As the years went on, I stayed with the case, did benefit shows and tried to keep the conversation going.

A few weeks ago, someone well placed on the case sent me an email with a phone number and the words “Call me.” I did. The person said that the boys were going to be let out in about two weeks and to keep it to myself. I did. That wasn't easy.

Several days ago, I was in Scotland. I looked at my office email and noticed there was a very large number of letters and many of them had “WM3” in the title bar. I reckoned it had happened. As I left my hotel room for sound check, the news had broken. They were free. I walked the streets of Edinburgh in a state of shock. I don't know how I got through the show that night.

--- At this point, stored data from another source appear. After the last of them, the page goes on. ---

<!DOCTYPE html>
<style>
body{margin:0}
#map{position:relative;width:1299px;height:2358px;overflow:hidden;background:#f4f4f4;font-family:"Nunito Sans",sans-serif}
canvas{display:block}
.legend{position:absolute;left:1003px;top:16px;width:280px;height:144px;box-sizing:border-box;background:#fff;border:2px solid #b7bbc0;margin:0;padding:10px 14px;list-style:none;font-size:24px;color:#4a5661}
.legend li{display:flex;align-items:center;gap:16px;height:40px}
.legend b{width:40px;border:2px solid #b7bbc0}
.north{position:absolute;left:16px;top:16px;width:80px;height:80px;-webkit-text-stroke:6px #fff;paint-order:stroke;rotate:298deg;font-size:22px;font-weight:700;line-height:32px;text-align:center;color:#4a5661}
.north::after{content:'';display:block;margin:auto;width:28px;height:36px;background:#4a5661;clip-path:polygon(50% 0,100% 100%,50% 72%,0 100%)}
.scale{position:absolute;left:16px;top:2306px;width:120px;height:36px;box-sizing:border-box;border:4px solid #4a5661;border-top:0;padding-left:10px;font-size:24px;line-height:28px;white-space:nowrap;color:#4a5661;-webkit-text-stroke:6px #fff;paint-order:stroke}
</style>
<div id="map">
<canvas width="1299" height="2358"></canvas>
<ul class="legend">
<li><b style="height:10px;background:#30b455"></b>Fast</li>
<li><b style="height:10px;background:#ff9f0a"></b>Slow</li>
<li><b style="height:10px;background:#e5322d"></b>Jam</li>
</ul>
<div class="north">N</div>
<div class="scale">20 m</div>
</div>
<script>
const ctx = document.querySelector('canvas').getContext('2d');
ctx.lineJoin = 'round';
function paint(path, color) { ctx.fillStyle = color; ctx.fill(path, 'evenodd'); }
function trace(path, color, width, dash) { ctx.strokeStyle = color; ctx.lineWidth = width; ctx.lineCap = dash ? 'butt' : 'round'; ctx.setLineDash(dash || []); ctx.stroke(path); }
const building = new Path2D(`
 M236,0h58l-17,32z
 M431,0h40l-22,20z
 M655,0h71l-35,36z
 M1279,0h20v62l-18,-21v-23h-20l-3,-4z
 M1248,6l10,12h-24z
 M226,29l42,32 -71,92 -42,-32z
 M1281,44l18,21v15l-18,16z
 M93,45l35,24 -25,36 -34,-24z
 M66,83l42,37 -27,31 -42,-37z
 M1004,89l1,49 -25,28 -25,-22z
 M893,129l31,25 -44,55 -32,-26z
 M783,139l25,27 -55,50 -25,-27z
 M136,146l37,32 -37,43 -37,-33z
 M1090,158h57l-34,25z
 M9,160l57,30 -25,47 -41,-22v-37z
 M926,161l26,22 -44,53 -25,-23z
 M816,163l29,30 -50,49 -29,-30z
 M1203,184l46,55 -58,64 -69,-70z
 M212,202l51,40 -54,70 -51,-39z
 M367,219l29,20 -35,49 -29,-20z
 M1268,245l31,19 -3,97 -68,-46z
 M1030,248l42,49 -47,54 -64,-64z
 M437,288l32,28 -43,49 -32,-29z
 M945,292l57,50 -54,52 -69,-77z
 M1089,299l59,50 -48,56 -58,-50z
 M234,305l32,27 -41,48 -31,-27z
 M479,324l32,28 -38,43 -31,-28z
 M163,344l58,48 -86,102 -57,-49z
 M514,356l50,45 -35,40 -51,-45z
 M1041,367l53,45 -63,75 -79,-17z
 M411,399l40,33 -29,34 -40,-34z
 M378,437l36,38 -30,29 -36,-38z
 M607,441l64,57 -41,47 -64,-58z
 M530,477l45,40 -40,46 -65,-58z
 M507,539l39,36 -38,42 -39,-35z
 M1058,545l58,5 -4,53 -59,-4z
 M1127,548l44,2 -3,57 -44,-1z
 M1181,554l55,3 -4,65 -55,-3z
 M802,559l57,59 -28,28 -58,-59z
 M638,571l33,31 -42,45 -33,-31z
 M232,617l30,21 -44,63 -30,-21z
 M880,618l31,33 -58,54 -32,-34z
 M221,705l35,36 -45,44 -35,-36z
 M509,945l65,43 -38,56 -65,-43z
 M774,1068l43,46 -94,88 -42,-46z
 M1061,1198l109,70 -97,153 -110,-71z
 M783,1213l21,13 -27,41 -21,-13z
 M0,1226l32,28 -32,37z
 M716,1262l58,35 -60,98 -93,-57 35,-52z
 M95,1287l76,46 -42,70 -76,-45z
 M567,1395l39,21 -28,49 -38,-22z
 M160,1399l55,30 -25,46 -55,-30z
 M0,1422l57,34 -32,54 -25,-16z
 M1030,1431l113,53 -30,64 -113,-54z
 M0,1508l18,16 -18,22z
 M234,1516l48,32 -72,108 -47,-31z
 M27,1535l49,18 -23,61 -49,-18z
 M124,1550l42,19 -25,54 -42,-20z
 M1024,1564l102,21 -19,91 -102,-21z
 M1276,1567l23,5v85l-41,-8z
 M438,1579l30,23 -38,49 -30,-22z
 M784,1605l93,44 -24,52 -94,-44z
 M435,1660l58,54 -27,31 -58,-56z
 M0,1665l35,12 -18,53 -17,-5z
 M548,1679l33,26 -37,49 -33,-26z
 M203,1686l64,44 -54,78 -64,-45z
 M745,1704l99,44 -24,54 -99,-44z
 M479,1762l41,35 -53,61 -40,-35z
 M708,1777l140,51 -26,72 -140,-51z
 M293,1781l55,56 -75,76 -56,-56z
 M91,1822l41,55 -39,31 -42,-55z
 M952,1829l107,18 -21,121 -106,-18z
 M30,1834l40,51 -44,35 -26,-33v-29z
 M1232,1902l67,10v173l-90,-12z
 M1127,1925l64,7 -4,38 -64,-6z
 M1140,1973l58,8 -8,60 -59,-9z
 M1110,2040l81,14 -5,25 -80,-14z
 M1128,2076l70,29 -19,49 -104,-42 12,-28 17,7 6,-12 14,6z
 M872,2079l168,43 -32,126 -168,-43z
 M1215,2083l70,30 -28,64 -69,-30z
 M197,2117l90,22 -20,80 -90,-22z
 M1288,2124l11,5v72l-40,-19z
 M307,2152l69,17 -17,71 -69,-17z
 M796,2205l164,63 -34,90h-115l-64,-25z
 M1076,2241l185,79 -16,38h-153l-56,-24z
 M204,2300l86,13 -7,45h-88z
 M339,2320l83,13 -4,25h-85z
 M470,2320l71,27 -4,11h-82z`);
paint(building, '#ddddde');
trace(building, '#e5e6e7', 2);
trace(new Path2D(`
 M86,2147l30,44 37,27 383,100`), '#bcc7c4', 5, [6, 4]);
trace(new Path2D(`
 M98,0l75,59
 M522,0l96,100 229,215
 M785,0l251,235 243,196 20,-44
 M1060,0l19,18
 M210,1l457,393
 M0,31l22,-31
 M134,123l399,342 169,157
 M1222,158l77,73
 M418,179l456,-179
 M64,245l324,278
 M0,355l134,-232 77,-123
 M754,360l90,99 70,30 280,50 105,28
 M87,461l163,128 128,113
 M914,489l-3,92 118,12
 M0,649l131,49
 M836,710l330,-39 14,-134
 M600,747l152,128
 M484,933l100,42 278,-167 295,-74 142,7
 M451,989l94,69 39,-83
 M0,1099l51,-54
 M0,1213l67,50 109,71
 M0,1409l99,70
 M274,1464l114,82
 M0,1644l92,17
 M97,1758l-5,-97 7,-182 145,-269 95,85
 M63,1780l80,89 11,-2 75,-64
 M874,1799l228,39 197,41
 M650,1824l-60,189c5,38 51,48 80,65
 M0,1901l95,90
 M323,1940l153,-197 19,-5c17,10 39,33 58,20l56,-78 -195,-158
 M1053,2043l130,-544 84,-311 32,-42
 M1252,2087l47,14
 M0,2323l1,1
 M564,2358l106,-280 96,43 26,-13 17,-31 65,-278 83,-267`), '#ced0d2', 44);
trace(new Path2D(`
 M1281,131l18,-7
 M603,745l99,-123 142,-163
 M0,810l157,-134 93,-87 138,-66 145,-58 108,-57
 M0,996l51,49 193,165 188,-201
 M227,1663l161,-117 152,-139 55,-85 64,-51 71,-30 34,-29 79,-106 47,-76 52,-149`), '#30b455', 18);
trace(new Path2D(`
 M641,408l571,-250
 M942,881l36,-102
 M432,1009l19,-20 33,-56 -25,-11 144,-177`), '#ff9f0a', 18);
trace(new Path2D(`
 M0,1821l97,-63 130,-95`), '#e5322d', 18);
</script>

To all the people who sent in $20 bills they could not afford to part with, to the lawyers who worked for free, to all the bands all over the world who did benefit shows, to all the people who wore the T-shirts, signed the meditations, wrote letters and never let this thing go quiet, I am awed by you. Your dedication, your belief and your incredible persistence helped mount a defense that obviously was too much for the state of Arkansas to handle. Because of you, three men are free. You did that.

Justice, however, is still left wanting. We'll get there.